When someone asks me how I feel, I could say that at times I have some arthritic pain and my hearing is not perfect; that I have an incipient cataract; that it takes a little more effort to rise from a seated position. But instead, I tell the questioner that I’m feeling wonderful. And indeed I am: I have a close-knit family with a loving wife and two wonderful daughters. My wife and I do not dwell on the things we cannot do or cannot change; we appreciate the many, many things we can do that some people younger than we cannot.

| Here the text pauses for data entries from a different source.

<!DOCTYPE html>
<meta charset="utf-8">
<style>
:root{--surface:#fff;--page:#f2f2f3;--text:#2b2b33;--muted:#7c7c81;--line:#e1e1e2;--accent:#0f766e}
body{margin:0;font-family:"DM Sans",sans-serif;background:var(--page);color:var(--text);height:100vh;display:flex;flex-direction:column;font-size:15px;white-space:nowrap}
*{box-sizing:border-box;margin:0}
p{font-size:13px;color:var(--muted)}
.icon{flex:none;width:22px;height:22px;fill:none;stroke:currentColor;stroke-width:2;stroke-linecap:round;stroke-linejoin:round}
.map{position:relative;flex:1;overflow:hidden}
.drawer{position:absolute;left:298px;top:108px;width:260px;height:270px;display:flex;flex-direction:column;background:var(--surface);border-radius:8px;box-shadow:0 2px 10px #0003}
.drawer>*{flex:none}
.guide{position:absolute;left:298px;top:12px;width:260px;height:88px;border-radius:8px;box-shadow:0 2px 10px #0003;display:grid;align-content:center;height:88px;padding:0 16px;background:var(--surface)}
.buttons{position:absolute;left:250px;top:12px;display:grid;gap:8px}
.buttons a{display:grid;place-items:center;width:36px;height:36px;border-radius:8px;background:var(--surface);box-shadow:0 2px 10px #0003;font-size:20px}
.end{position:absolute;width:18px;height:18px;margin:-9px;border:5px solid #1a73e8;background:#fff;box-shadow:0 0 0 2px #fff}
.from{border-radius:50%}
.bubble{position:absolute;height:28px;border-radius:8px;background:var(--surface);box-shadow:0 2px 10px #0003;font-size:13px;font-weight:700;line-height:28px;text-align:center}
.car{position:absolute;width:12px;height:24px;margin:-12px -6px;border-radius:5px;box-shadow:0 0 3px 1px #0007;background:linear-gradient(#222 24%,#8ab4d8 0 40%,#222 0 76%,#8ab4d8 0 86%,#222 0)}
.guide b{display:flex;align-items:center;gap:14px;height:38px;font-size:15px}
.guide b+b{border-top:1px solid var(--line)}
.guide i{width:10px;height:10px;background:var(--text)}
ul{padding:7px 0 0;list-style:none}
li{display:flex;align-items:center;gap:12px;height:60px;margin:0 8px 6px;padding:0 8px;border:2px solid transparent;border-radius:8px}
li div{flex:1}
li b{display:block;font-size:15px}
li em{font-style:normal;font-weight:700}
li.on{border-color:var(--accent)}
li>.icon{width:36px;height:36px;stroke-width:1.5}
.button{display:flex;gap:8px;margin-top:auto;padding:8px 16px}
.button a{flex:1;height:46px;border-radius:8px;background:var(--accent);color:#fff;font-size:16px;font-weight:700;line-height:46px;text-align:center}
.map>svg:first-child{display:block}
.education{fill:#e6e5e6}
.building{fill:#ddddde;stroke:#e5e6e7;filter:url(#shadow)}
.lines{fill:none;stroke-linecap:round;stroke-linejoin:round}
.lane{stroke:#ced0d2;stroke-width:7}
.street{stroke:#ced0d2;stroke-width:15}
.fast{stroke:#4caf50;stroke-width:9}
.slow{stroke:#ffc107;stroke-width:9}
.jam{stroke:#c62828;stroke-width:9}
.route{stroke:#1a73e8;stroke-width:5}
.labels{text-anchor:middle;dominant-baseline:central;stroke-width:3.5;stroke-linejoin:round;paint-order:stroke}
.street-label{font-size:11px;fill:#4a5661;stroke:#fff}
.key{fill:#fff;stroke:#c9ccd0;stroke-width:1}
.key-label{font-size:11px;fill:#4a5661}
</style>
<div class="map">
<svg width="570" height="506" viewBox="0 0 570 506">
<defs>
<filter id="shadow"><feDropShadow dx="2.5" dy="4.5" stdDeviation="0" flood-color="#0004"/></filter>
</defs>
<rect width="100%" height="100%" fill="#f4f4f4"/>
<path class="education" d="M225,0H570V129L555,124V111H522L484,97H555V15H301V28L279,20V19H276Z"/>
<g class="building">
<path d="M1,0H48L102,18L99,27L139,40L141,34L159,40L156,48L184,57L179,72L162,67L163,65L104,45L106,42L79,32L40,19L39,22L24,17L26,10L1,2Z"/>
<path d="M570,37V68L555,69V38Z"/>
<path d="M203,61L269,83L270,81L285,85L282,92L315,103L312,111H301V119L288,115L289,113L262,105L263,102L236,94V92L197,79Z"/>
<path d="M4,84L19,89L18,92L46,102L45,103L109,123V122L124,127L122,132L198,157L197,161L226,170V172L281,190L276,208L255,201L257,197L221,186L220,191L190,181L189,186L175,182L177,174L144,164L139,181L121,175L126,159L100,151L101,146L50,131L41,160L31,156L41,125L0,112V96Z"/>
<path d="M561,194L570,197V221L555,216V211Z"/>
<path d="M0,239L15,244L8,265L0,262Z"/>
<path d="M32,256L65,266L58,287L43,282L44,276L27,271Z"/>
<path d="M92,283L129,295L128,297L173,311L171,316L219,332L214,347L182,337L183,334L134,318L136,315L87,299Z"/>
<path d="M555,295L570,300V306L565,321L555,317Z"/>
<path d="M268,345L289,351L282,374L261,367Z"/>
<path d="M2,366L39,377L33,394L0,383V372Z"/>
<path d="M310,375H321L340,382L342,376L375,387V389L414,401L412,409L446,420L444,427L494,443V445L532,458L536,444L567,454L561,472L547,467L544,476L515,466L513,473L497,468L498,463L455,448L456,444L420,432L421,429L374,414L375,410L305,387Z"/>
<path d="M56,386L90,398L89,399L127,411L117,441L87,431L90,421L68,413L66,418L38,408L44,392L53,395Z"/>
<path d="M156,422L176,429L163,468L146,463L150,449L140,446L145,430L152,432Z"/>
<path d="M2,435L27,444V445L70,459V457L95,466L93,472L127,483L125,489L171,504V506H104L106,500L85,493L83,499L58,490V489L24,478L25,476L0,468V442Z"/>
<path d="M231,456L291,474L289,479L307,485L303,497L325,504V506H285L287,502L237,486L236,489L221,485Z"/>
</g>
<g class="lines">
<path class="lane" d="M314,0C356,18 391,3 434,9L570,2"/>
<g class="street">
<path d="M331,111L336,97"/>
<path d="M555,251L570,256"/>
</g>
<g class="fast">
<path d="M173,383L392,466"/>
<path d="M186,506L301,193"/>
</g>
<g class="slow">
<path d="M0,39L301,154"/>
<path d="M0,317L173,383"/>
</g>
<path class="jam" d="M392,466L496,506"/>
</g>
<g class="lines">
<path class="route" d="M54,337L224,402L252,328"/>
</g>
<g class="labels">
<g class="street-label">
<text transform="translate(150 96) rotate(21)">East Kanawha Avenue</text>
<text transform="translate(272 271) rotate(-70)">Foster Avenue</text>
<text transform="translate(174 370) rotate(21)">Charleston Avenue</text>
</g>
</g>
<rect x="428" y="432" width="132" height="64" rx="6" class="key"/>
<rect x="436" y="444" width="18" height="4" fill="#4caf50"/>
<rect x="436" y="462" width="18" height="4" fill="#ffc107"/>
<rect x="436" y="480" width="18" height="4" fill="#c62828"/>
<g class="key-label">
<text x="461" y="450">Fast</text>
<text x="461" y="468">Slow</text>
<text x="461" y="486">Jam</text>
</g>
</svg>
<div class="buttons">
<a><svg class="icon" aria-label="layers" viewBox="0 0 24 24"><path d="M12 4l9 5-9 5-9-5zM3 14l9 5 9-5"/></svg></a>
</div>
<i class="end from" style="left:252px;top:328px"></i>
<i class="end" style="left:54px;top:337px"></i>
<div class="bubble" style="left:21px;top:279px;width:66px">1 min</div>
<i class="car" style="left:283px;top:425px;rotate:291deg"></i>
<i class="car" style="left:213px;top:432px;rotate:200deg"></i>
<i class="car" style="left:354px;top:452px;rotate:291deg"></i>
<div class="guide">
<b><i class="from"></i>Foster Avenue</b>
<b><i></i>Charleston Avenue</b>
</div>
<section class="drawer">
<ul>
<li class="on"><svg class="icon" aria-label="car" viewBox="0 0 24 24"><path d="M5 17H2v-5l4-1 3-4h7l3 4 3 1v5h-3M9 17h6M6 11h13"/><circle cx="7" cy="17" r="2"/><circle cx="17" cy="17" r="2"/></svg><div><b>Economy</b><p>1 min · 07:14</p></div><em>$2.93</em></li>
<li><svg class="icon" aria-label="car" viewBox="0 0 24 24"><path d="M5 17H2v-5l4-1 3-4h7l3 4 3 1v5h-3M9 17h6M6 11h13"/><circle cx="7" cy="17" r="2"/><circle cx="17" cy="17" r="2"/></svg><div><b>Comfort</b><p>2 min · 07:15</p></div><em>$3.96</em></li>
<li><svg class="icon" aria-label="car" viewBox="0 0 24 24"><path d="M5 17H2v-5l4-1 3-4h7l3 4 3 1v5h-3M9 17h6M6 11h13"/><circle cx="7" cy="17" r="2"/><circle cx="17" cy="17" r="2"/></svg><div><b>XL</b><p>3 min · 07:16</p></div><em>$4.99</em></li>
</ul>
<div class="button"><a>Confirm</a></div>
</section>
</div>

In 1944 the great composer and lyricist, Johnny Mercer, wrote a novelty song which contained, in part, these most profound lyrics:
You got to ac-cent-tchu-ate the positive
E-lim-i-nate the negative
And latch on to the affirmative
Don’t mess with mister inbetween
You got to spread joy up to the maximum
Bring gloom down to the minimum
And have faith, or pandemonium
Liable to walk upon the scene
Dwelling nostalgically on the past can have a negative effect on our psyche if we only have regrets. Let’s fondly remember the happy events in our lives and forget the unpleasant. We can still continue to enjoy the rest of our lives if we concentrate on the joys of living and let go of “the good ole days.”